Comme on peut s’en douter, ça ne m’a pas vraiment réussi. En mettant la fierté devant tout le reste, j’ai tout simplement cessé de m’écouter. J’ai enfoui brutalement toutes mes émotions. Ça ne les empêchait pas de s’échapper, et de faire de moi quelqu’un de perpétuellement triste, angoissée et en colère qui se cachait derrière un masque de clown. Lorsque j’étais en thérapie, ma psy me comparait très souvent à une cocotte minute sans soupape, prête à exploser constamment. Mais au moins, je pouvais continuer à naviguer dans une forme de déni que je trouvais relativement confortable. Je n’étais responsable de rien. Je n’avais aucune décision à acter, aucune remise en question à amorcer puisque si je me sentais si mal, c’était forcément la faute des autres.
Jusqu’au jour où je suis arrivée au bout de moi-même, et que la cocotte a définitivement explosé. Toutes mes limites m’ont éclaté au visage et je me suis écroulée. À force de nier ce que mes tripes me disaient, de chercher à éviter les discussions critiques quoiqu’il m’en coûte et de me draper dans une dignité mal placée, j’avais atteint le point au-delà duquel il m’est tout bonnement impossible d’aller.
Ce n’est qu’au prix d’un énorme travail (que par bonheur j’avais entrepris il y a déjà bien longtemps), que j’ai réussi à reprendre le chemin de la fierté à rebours.
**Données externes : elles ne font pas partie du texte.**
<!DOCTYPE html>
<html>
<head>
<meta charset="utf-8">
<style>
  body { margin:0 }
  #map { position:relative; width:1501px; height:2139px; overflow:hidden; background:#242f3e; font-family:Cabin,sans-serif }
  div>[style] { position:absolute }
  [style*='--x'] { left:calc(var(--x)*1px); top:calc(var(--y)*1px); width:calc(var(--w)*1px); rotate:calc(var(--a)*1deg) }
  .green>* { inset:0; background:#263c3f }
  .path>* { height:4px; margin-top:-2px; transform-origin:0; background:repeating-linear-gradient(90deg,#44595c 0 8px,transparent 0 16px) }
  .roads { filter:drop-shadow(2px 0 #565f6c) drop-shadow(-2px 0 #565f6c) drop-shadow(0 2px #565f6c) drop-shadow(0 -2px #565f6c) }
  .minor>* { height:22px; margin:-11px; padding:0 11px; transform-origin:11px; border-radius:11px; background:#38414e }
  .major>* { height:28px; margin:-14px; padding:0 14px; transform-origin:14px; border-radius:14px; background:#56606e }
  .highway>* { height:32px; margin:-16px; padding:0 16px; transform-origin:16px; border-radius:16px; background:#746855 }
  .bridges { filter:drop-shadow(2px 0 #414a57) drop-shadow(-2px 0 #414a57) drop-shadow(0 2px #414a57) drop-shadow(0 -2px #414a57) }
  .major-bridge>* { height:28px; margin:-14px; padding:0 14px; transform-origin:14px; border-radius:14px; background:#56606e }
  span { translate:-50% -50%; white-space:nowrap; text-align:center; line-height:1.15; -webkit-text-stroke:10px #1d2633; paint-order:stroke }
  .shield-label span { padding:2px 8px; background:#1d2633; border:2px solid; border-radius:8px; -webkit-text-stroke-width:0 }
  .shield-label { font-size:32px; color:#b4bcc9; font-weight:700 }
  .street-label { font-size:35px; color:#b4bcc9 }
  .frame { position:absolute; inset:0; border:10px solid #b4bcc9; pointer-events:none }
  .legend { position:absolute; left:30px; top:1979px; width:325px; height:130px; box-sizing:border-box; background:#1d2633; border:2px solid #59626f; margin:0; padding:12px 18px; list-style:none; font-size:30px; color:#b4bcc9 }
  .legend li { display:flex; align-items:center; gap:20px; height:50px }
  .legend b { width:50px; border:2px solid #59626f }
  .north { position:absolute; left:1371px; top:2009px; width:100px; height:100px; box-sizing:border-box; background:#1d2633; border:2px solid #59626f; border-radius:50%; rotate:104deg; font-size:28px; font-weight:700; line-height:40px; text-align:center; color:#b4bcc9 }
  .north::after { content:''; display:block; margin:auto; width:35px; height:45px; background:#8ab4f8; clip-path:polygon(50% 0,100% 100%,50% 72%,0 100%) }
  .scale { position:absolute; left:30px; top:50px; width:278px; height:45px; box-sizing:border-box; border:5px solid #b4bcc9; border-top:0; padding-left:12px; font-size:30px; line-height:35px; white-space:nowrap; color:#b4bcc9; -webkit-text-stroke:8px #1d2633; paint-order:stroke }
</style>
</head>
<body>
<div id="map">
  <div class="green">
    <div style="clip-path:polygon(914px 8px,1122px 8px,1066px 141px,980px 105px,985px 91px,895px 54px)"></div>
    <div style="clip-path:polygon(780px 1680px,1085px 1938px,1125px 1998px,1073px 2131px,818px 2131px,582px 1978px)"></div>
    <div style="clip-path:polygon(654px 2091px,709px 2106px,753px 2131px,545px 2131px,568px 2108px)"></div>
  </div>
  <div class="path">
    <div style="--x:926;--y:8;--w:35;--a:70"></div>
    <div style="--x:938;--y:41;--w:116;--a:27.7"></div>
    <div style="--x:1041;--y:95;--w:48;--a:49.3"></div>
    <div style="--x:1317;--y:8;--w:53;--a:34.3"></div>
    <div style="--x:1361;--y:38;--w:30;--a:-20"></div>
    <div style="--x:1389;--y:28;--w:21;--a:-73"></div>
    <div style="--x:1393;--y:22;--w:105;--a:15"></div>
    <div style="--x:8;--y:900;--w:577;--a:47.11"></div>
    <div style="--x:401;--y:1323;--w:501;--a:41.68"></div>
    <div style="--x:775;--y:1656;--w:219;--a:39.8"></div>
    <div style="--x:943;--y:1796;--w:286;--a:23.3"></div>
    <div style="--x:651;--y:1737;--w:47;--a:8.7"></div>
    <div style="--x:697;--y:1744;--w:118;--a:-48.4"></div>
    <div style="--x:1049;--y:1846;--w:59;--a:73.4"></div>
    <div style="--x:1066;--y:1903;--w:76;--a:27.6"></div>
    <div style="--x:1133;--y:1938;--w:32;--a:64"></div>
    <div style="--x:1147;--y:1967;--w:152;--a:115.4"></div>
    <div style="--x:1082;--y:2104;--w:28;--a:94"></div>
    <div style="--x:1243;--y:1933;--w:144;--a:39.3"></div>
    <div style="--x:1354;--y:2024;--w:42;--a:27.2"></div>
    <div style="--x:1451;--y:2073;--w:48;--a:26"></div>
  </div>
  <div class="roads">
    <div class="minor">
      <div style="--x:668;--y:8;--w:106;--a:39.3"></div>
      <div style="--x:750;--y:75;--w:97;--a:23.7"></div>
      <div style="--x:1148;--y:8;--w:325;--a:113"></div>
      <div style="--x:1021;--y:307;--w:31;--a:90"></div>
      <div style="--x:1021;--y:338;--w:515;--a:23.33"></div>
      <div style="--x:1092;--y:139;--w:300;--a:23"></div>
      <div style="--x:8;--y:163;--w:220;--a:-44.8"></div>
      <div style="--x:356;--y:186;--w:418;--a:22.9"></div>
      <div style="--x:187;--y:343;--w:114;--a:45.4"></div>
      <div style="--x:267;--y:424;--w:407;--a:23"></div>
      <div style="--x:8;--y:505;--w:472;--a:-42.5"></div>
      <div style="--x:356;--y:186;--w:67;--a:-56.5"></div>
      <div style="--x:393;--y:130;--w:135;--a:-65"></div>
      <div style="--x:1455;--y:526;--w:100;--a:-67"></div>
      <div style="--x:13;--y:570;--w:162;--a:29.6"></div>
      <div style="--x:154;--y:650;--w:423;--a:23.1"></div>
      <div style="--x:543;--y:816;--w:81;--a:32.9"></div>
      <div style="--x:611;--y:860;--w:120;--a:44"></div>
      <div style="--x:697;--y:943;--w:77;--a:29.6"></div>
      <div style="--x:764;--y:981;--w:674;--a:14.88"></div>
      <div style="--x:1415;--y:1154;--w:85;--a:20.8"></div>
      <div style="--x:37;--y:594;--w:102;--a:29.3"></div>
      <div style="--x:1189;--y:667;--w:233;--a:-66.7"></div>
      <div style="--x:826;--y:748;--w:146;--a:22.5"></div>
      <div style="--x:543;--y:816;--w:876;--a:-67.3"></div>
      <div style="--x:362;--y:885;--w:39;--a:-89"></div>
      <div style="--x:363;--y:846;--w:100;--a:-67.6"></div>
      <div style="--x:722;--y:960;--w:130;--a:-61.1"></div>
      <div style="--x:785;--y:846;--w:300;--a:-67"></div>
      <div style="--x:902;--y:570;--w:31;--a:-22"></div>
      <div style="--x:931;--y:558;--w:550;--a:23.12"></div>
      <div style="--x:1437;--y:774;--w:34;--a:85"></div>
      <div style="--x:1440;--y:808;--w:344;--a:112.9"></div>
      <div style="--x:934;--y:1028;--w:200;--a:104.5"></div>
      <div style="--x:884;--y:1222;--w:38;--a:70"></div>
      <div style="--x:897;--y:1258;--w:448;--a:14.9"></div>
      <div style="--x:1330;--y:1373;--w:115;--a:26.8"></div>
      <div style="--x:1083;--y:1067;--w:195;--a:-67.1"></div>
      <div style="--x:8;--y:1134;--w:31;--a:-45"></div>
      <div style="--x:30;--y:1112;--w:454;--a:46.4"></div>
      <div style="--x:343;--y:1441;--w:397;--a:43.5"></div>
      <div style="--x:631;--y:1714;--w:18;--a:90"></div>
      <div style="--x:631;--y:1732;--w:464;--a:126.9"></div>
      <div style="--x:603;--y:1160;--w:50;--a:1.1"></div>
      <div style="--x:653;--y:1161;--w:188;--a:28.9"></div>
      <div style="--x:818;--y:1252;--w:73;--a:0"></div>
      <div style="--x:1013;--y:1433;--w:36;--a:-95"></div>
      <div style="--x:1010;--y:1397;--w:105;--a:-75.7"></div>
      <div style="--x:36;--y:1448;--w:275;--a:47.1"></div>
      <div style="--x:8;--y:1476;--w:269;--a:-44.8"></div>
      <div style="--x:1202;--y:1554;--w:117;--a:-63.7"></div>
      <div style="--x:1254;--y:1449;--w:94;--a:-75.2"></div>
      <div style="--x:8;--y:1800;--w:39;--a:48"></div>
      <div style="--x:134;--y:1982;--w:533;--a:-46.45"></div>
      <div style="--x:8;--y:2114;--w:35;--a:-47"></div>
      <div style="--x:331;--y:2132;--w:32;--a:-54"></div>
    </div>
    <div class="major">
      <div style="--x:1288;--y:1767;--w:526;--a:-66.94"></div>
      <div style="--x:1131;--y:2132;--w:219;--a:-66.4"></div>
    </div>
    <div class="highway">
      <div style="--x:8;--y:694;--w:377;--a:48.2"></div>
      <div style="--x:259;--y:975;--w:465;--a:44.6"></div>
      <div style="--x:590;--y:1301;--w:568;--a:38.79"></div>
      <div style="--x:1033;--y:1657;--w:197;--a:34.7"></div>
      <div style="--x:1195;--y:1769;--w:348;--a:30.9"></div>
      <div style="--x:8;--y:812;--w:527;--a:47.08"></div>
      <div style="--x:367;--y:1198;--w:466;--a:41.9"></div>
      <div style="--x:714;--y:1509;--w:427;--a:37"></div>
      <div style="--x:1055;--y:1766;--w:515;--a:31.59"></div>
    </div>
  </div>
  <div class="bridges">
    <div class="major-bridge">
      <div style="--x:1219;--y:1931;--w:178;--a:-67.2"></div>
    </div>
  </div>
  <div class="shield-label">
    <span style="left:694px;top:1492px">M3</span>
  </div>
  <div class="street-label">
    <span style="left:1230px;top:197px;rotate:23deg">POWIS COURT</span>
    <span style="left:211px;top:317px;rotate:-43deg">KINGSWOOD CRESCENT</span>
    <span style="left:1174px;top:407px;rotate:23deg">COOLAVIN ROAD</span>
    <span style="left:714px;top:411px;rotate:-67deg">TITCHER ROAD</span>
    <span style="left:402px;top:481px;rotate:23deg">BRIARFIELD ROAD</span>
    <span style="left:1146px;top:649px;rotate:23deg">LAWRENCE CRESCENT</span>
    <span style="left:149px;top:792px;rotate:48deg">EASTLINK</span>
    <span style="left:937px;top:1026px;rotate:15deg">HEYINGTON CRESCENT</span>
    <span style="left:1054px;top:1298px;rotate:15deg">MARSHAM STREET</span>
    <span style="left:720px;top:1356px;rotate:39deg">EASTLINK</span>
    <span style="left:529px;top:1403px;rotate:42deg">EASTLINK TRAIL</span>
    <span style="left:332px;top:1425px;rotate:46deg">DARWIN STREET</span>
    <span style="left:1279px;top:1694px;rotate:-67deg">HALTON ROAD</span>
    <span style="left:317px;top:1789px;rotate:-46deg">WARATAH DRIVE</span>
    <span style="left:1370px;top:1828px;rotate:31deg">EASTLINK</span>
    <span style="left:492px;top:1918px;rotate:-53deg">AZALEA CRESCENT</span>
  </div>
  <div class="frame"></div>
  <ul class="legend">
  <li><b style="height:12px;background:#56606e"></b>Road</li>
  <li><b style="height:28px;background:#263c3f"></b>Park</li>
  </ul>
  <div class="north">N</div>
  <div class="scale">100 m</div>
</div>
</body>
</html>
Exprimer mes sentiments reste un exercice qui peut s’apparenter à de la torture. Je continue à fuir les éventuelles disputes comme la peste. J’aimerais faire différemment, mais je n’ai pas l’impression d’être capable d’acquérir cette confiance-là. Mais au moins, désormais, je suis capable de prendre le recul nécessaire pour identifier toutes les émotions qui me traversent et à écouter ce qu’elles ont à me dire.
La fierté que je me trimbalais partout comme un boulet a fini par adopter une autre forme. Il m’arrive toujours de me sentir gonflée d’orgueil. Aujourd’hui, je m’enorgueille regarder le chemin que j’ai parcouru. Je suis satisfaite d’éprouver de l’indulgence pour la personne qui se reflète dans mes miroirs alors qu’il n’y a pas si longtemps, l’idée même de la croiser me mettait dans une rage folle. En vieillissant, j’ai appris à déplacer la fierté de l’amour-propre et la vanité vers une forme de contentement. Désormais, quand je regarde ma fille grandir, je pleure régulièrement de fierté, comme d’autres pleurent de joie.
Et ces larmes sont, de très loin, mes préférées.